The fantasy sports sites claim their games are skill-based, not chance-base, and therefore not subject to gambling regulations.
Analysts note that additional attention from government regulators at all levels has dampened some of the excitement surrounding the industry. In fact, Nevada’s cease and desist order comes just a day a story broke claiming that the FBI had begun a probe into the practices of daily fantasy sports sites.
More on Nevada decision to ban daily fantasy sports
According to A.G. Burnett, the chairman of the Nevada Gaming Control Board, all unlicensed daily fantasy activities must cease and desist operations as of Thursday. He also noted that operators may be invited to apply for a Nevada gaming license. Of note, daily fantasy site operators who do not comply could face major fines and up to 10 years in prison.
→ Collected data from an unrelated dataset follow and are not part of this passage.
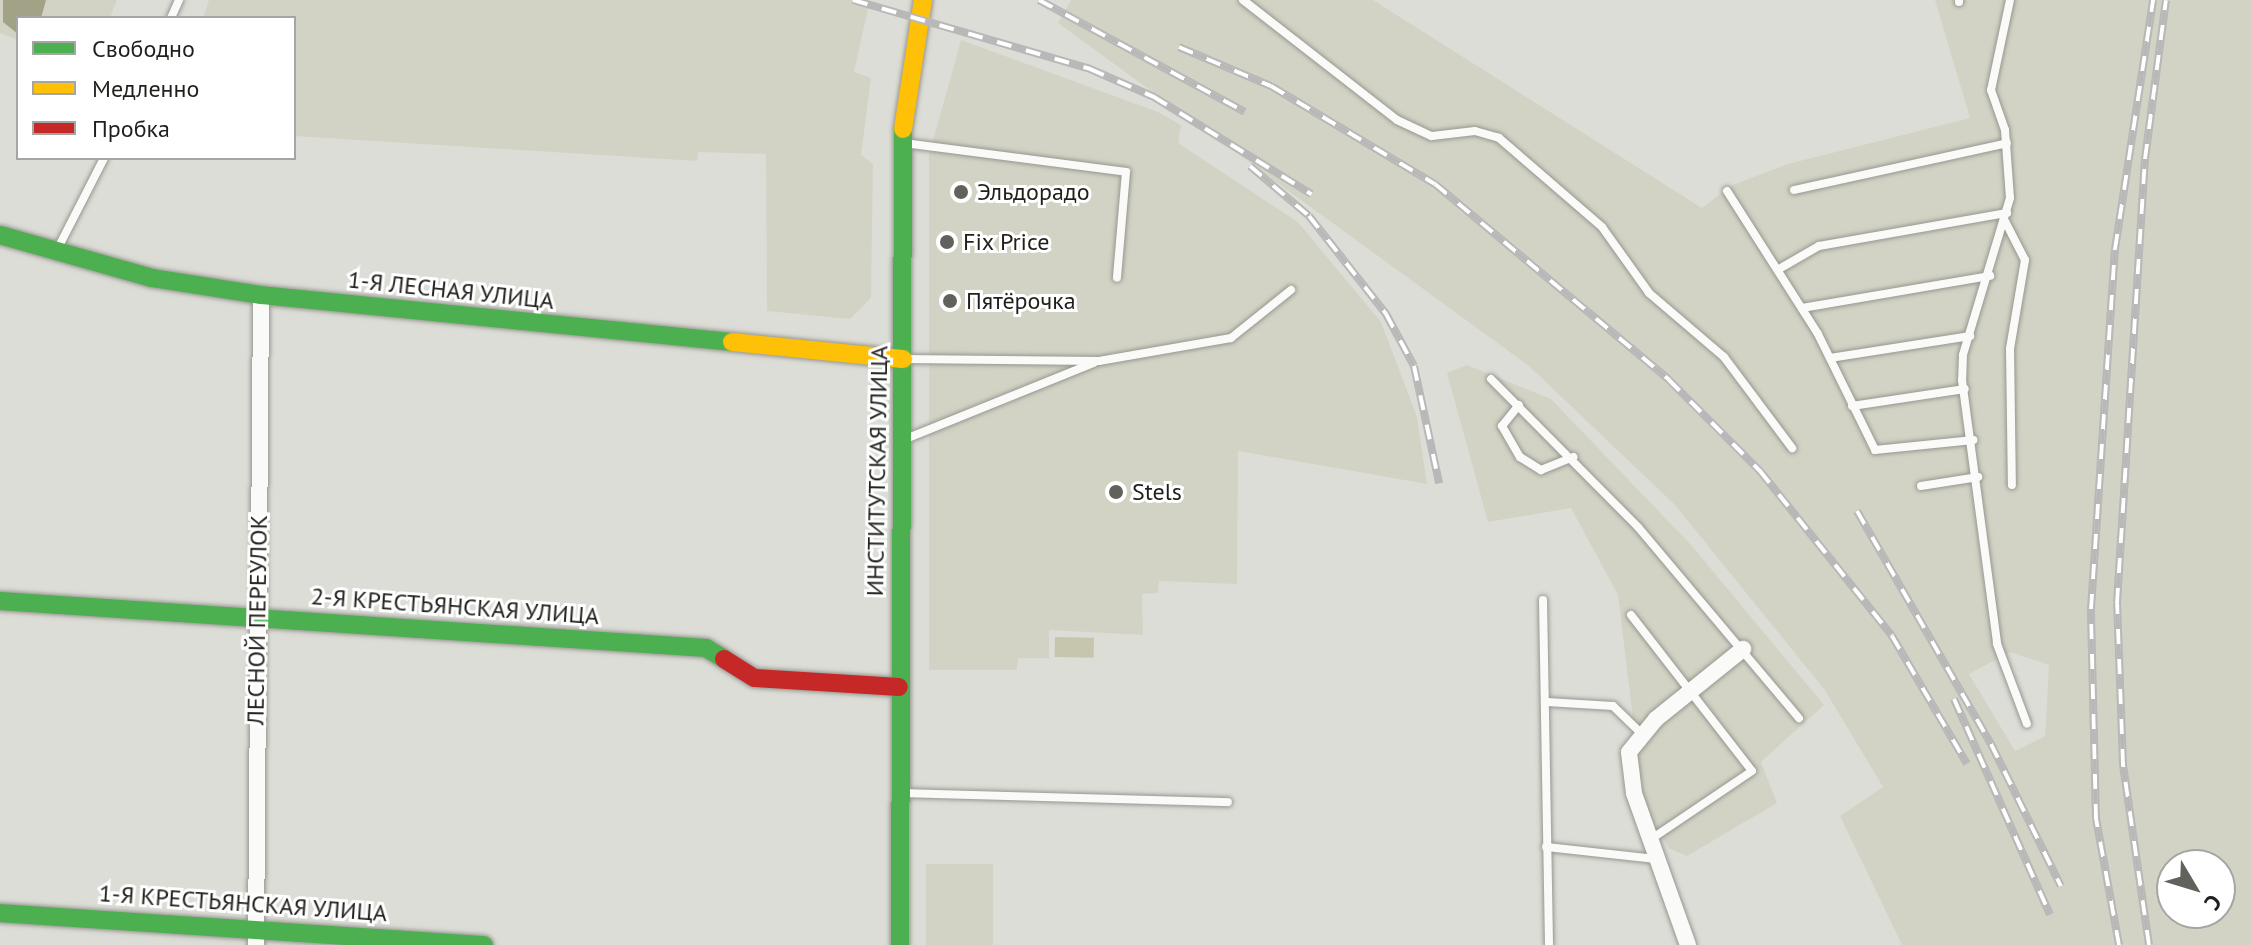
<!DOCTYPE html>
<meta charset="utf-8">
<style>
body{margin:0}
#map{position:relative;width:2252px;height:945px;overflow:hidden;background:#ddddd7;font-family:"PT Sans",sans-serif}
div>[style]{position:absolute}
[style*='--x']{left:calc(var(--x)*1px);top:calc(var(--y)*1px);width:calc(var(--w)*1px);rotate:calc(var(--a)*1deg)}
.built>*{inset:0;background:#d3d3c5;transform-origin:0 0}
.green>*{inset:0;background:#c6c6af;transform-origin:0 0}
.water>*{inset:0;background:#a2a287}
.roads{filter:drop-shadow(0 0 2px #979792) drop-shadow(0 0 2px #979792)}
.lane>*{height:8px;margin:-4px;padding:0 4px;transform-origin:4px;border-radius:4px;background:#fafaf9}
.street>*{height:16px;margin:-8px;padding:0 8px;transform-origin:8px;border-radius:8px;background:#fafaf9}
.fast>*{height:18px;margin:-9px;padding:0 9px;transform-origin:9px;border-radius:9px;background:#4caf50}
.slow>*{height:18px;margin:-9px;padding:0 9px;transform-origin:9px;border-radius:9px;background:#ffc107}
.jam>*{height:18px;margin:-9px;padding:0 9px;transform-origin:9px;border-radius:9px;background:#c62828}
.rail>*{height:8px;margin-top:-4px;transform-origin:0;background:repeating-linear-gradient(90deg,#fff 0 15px,#b8b8b8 0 30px);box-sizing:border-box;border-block:2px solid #b8b8b8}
.dots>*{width:22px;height:22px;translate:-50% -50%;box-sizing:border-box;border:4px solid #fff;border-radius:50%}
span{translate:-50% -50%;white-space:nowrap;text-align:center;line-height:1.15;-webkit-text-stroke:6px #fff;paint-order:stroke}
.poi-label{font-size:24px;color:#1f1f1b}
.left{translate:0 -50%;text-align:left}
.street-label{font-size:24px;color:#1f1f1b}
.legend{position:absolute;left:16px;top:16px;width:280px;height:144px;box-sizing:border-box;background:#fff;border:2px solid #a5a5a4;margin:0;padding:10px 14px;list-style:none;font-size:24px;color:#1f1f1b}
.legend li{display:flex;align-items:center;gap:16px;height:40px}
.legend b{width:40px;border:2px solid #a5a5a4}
.north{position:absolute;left:2156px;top:849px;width:80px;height:80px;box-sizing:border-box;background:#fff;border:2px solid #a5a5a4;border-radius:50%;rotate:128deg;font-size:22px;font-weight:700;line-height:32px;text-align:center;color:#1f1f1b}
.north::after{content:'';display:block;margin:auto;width:28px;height:36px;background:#62625d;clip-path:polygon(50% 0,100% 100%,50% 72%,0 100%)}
</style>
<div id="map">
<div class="built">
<div style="clip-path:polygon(0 0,117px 0,110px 18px,18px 18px,18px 40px,0 33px)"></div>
<div style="clip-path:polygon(209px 0,870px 0,854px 72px,871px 78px,861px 155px,873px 164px,871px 298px,850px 319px,767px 311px,766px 154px,698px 152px,697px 161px,294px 136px,294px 18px,203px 18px)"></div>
<div style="clip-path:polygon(evenodd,1071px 0,1373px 0,1702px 208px,1730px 186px,1788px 164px,1970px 118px,1935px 0,2252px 0,2252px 945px,1902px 945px,1840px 816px,1883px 787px,1824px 689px,1675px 505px,1529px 366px,1058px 23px,1071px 0,2010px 652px,2049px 665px,2045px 736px,2015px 751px,1969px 674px,2010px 652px,1071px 0,2172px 865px,2220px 865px,2220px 913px,2172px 913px,2172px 865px)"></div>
<div style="clip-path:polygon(961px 40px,1158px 112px,1181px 125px,1178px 143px,1298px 222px,1381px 322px,1417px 417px,1427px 484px,1238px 451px,1237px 584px,1159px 581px,1158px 593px,1142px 594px,1143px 635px,1049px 630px,1049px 658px,1018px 658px,1017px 670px,929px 670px,929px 155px)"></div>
<div style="clip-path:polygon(1467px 365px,1551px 399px,1693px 547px,1824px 705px,1761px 762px,1777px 803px,1687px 856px,1670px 849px,1644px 810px,1618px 595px,1571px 508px,1488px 522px,1447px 373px)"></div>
<div style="left:926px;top:864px;width:67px;height:81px"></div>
</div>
<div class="green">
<div style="left:1055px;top:637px;width:39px;height:20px;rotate:1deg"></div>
</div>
<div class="water">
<div style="clip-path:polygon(3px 0,46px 0,41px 18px,18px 18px,18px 34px,3px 22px)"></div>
</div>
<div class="roads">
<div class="lane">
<div style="--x:1243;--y:0;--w:195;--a:37.9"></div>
<div style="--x:1397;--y:120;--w:38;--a:25"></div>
<div style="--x:1432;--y:136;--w:43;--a:-6.6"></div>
<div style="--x:1475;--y:131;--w:25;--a:16"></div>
<div style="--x:1499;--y:138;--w:136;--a:40.8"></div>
<div style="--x:1602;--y:227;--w:81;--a:54.5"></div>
<div style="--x:1649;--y:293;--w:99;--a:40.5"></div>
<div style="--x:1724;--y:357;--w:114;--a:53.2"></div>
<div style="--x:2010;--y:0;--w:92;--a:101.9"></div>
<div style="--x:1991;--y:90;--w:42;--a:70.7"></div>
<div style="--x:2005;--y:130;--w:68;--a:85.8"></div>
<div style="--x:2010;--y:198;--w:164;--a:106.7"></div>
<div style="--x:1963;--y:355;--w:25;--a:92"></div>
<div style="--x:1962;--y:380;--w:266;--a:82.4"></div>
<div style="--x:1997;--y:644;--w:85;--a:69.4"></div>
<div style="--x:1959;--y:2;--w:2;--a:-90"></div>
<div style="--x:171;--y:18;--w:20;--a:-66"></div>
<div style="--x:904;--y:143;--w:224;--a:7.4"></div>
<div style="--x:1126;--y:172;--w:106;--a:94.9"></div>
<div style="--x:1794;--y:190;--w:218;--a:-12.4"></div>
<div style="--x:1727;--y:191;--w:169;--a:57.5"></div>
<div style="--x:1818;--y:334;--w:129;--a:63.8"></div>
<div style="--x:1875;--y:450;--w:99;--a:-5.8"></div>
<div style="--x:2005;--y:221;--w:44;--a:62.9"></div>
<div style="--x:2025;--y:260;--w:90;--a:99.6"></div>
<div style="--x:2010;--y:349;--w:136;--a:89.2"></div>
<div style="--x:57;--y:250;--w:103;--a:-62.9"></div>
<div style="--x:1779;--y:269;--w:46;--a:-29.9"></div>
<div style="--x:1819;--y:246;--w:191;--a:-10"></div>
<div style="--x:1802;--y:308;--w:191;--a:-9.7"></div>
<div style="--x:1830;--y:358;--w:142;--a:-8.9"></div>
<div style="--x:904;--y:359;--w:195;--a:0.6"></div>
<div style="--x:1099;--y:361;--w:134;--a:-9.9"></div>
<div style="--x:1231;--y:338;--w:77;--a:-38.7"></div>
<div style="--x:1491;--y:379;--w:209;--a:45.2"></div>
<div style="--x:1638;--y:527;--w:250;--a:49.9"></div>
<div style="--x:1519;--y:405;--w:27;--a:129"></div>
<div style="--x:1502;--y:426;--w:36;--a:60"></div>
<div style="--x:1520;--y:457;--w:25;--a:32"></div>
<div style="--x:1541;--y:470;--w:35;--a:-22"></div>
<div style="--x:1852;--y:406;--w:114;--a:-8.6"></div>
<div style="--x:903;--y:440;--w:206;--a:-22"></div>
<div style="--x:1921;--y:486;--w:58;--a:-9"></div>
<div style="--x:1543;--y:600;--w:345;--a:89"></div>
<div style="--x:1631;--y:615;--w:197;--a:52.2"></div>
<div style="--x:1752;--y:771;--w:122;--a:146"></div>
<div style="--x:1547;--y:702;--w:66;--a:3.5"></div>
<div style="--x:1613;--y:706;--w:39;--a:44"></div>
<div style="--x:904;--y:793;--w:324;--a:1.6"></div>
<div style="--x:1546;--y:847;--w:111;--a:6.2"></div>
</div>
<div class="street">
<div style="--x:256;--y:945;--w:650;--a:-89.56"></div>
<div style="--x:1688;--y:945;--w:161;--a:-109.6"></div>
<div style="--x:1634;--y:793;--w:41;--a:-97"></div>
<div style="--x:1629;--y:752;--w:43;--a:-50.7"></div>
<div style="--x:1656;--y:719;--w:112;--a:-38.8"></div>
</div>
<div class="fast">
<div style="--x:0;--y:235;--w:158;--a:15.8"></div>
<div style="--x:152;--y:278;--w:110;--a:8.9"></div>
<div style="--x:261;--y:295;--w:473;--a:5.7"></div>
<div style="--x:0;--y:601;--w:708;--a:3.81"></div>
<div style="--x:706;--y:648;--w:21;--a:31"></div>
<div style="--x:0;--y:913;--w:485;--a:3.8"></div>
<div style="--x:900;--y:945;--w:816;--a:-89.79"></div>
</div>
<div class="slow">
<div style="--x:903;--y:129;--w:131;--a:-81.2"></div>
<div style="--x:732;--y:342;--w:172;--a:5.7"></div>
</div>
<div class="jam">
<div style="--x:724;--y:659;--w:36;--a:32"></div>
<div style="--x:755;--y:678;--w:144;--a:3.6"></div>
</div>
</div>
<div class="rail">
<div style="--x:853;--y:0;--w:247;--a:16.2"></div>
<div style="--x:1090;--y:69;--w:70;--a:23.6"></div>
<div style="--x:1154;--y:97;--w:185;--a:31.7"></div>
<div style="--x:1039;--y:0;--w:234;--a:28.5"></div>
<div style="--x:1179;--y:47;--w:100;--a:23"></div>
<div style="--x:1271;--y:86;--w:191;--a:30.9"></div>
<div style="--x:1435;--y:184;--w:305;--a:39.9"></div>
<div style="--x:1669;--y:380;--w:129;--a:45"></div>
<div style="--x:1760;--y:471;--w:211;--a:51.3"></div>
<div style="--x:1892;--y:636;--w:148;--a:59.6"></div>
<div style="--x:1250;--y:166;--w:77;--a:40.3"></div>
<div style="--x:1309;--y:216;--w:125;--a:51.8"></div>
<div style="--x:1386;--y:314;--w:59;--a:61.7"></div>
<div style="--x:1414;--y:366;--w:120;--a:77.9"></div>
<div style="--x:1857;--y:511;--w:269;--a:60.1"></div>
<div style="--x:1991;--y:744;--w:158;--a:63.8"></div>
<div style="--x:1954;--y:699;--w:236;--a:66"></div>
<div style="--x:2119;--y:945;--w:128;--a:-100.3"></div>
<div style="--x:2096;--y:819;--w:210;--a:-91.4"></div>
<div style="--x:2091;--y:609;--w:361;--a:-86.2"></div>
<div style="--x:2115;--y:249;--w:252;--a:-81.3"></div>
<div style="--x:2149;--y:945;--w:183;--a:-98.2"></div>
<div style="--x:2123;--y:764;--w:161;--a:-92.1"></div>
<div style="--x:2117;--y:603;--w:445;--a:-86.4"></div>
<div style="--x:2145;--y:159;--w:160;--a:-82.5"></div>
</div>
<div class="dots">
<div style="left:961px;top:192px;background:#62625d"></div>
<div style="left:947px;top:242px;background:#62625d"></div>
<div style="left:950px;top:301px;background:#62625d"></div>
<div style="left:1116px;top:492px;background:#62625d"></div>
</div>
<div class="poi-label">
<span class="left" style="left:977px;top:192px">Эльдорадо</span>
<span class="left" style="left:963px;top:242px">Fix Price</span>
<span class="left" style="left:966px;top:301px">Пятёрочка</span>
<span class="left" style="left:1132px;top:492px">Stels</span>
</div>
<div class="street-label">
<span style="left:451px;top:290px;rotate:6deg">1-Я ЛЕСНАЯ УЛИЦА</span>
<span style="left:877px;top:471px;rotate:-89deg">ИНСТИТУТСКАЯ УЛИЦА</span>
<span style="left:455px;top:606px;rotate:4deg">2-Я КРЕСТЬЯНСКАЯ УЛИЦА</span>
<span style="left:257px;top:620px;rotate:-89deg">ЛЕСНОЙ ПЕРЕУЛОК</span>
<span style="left:243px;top:903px;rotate:4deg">1-Я КРЕСТЬЯНСКАЯ УЛИЦА</span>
</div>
<ul class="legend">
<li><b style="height:10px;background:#4caf50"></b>Свободно</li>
<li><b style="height:10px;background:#ffc107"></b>Медленно</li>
<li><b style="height:10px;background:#c62828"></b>Пробка</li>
</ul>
<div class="north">С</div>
</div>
“We are saying that daily fantasy sports are a gambling game under the statutory definition,” Burnett commented in an interview on ESPN on Thursday night. “We’re also saying that these are sports pools, which is when someone is in the business of accepting wagers on sporting events through any system or method of wagering. We have found that it is a wager, and obviously, it’s on a sporting event, and DFS companies are in the business of accepting those wagers.”
FanDuel, one of the biggest daily fantasy sports firms, said released a statement saying it is “terribly disappointed that the Nevada Gaming Control Board has decided that only incumbent Nevada casinos may offer fantasy sports.”